* [Assignment]
If a line below contains "service", count it; then state how many such lines there are, and nothing else.

* [Supplied data]
☆ ☆ ☆

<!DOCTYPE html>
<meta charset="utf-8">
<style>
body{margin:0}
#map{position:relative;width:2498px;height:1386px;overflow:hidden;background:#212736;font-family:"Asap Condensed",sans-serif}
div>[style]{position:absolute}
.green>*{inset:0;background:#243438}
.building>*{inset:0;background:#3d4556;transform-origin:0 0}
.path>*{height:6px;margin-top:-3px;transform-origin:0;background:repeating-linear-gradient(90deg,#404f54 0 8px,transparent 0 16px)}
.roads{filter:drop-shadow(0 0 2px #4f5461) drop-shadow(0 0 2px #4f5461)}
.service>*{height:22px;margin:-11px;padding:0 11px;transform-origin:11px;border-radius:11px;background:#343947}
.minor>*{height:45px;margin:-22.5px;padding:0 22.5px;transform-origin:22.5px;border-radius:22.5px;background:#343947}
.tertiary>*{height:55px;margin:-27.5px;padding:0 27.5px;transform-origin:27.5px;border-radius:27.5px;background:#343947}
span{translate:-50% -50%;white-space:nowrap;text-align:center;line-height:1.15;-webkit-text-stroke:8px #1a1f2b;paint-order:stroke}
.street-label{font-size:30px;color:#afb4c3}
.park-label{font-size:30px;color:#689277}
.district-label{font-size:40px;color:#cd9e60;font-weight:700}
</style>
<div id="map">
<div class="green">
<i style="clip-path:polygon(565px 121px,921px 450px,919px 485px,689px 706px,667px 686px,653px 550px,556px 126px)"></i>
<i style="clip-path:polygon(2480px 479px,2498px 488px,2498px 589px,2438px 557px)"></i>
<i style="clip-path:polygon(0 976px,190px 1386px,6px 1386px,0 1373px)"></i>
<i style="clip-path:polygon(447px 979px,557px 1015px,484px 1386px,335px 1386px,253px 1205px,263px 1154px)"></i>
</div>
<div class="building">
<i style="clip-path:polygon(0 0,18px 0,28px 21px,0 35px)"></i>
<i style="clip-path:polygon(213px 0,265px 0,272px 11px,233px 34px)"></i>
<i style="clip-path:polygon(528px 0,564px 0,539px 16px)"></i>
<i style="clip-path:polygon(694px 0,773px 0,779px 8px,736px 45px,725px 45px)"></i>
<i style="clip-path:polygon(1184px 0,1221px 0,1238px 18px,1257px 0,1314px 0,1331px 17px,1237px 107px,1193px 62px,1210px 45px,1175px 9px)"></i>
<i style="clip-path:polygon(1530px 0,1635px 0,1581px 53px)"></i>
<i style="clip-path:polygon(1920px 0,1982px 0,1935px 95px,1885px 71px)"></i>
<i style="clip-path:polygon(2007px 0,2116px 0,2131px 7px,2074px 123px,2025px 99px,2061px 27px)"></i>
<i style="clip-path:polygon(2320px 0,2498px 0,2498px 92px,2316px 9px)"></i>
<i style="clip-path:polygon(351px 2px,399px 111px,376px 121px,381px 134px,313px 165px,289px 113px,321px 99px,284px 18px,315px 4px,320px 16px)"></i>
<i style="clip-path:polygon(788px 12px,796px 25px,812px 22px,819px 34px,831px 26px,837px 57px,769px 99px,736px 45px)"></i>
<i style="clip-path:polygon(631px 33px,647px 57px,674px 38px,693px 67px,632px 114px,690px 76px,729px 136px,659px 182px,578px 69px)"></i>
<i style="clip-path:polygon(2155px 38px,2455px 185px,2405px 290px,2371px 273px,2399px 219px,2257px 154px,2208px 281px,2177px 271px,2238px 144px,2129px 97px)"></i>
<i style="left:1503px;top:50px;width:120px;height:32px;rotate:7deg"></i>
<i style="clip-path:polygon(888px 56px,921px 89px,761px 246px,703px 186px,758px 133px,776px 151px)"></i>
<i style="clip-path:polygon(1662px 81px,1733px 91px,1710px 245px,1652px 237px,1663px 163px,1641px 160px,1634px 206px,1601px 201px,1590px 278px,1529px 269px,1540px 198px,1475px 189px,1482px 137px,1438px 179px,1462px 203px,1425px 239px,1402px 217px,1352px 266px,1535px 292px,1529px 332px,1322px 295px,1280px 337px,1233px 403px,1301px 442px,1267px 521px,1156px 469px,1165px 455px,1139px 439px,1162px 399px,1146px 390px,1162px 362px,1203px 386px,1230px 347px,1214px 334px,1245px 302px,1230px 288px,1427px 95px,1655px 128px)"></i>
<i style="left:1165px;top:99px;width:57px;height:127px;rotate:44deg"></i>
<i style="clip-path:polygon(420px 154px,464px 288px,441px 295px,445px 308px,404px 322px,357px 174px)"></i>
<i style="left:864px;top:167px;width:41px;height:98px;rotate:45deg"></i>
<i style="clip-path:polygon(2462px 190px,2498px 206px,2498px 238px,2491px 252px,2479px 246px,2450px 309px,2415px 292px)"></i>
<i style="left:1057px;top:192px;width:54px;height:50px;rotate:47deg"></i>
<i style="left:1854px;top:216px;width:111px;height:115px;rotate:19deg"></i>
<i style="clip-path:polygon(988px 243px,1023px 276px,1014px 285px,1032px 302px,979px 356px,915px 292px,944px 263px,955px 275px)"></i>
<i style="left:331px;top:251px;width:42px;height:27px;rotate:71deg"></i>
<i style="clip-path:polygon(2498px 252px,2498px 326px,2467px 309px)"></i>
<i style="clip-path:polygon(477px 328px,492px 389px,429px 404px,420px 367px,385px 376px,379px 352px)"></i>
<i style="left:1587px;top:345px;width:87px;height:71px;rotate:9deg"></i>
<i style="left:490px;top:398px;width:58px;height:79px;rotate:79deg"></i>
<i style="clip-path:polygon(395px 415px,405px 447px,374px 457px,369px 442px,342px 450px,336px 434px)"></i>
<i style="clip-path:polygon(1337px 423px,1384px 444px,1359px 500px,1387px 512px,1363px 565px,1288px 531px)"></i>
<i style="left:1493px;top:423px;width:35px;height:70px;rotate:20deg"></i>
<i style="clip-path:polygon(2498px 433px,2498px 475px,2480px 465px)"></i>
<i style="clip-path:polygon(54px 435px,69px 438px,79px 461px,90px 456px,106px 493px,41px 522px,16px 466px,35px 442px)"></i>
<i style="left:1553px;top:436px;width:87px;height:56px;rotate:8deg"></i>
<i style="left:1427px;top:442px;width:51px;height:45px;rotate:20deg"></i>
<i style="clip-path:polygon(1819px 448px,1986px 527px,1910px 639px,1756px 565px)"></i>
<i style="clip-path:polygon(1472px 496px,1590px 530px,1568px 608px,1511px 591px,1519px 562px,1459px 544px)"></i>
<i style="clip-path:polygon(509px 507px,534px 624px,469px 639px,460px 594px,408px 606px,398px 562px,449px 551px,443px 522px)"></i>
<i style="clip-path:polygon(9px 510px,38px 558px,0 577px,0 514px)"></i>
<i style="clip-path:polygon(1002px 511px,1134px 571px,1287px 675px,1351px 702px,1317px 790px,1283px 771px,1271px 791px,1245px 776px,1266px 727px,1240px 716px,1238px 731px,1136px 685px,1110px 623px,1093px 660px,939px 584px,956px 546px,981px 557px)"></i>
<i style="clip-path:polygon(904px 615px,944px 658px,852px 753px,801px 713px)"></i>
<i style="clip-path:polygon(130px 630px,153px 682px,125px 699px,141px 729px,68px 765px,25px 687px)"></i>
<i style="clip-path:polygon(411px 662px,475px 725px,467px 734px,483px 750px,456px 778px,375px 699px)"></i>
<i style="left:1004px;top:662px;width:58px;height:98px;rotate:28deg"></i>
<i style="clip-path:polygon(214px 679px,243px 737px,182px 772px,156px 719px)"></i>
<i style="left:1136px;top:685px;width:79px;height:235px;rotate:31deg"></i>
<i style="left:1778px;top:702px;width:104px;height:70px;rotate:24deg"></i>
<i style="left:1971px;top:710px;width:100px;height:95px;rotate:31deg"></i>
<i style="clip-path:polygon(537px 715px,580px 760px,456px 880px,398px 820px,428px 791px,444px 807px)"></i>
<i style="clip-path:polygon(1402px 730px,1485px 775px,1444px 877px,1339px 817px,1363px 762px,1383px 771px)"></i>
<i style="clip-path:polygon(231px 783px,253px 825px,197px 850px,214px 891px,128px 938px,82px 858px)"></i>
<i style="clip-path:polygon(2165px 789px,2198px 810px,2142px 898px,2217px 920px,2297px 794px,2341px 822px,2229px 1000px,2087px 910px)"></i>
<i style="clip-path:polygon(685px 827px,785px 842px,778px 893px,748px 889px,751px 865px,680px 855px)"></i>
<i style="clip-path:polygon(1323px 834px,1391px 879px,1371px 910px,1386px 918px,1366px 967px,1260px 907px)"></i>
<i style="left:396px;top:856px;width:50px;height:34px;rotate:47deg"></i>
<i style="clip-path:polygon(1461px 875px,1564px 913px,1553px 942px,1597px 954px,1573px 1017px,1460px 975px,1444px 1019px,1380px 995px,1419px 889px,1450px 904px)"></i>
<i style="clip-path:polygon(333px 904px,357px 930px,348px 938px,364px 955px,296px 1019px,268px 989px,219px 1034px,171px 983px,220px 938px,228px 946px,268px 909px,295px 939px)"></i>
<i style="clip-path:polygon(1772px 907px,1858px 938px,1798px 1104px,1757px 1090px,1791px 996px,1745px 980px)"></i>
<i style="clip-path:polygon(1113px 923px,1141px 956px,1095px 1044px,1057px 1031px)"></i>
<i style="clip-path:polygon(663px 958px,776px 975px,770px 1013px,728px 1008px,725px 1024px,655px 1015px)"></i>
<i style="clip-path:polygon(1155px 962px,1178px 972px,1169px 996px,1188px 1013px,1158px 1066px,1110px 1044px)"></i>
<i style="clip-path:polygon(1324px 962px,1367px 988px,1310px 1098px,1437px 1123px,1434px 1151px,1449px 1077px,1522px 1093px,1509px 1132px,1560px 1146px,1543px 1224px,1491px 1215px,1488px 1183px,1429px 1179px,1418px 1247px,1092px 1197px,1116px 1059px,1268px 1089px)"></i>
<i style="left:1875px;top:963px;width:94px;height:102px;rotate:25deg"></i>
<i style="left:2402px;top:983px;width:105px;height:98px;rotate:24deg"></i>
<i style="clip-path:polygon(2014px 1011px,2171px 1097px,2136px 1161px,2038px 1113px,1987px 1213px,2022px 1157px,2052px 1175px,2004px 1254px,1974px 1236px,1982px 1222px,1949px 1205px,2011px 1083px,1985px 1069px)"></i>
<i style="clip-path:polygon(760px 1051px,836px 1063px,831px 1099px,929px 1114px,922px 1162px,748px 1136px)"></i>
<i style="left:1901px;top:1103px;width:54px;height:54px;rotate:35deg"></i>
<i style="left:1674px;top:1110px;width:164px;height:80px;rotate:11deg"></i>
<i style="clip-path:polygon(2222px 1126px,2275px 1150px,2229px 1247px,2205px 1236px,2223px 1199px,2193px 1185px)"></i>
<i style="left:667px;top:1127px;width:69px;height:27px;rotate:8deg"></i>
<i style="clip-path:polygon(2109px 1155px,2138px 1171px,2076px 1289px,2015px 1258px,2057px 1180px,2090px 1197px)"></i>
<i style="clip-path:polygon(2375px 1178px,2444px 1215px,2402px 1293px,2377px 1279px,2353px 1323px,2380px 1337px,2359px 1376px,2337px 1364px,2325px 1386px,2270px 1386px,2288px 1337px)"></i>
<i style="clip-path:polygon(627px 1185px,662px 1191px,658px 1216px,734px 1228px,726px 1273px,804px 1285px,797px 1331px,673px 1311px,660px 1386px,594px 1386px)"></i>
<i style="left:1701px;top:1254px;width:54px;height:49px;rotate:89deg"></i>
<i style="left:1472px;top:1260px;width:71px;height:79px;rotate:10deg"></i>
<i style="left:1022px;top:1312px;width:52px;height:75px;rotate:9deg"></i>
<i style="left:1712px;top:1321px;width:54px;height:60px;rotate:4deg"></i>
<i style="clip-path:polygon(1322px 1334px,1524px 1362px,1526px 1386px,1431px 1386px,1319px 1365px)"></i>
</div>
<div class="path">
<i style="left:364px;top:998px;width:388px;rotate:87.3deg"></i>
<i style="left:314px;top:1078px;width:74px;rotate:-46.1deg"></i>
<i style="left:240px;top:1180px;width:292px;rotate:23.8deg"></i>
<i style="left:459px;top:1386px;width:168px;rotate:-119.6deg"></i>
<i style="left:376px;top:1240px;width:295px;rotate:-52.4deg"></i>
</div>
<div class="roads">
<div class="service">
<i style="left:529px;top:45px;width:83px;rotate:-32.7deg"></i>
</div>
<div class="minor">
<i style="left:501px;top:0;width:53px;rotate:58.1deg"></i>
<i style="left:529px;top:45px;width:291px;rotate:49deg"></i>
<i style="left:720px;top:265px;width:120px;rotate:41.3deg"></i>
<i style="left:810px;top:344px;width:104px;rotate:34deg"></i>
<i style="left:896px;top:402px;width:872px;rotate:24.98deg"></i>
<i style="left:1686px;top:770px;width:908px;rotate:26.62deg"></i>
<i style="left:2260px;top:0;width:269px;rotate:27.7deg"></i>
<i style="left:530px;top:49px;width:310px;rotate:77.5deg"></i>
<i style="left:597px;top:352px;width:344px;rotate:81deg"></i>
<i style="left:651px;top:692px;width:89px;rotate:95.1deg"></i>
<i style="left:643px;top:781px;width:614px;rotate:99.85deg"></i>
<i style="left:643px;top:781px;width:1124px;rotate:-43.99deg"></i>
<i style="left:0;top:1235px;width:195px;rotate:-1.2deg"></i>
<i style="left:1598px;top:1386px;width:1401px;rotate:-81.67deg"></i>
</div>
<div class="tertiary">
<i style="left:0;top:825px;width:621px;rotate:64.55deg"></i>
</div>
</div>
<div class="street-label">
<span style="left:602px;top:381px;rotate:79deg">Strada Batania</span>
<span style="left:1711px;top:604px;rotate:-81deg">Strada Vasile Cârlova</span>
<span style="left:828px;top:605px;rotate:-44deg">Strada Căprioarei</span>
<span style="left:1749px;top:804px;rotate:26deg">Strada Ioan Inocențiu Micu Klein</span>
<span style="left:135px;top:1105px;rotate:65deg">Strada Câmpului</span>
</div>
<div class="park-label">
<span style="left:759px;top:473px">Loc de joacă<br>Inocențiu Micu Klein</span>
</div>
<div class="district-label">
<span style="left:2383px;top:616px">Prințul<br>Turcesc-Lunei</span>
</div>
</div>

☆ ☆ ☆

* [Response]
2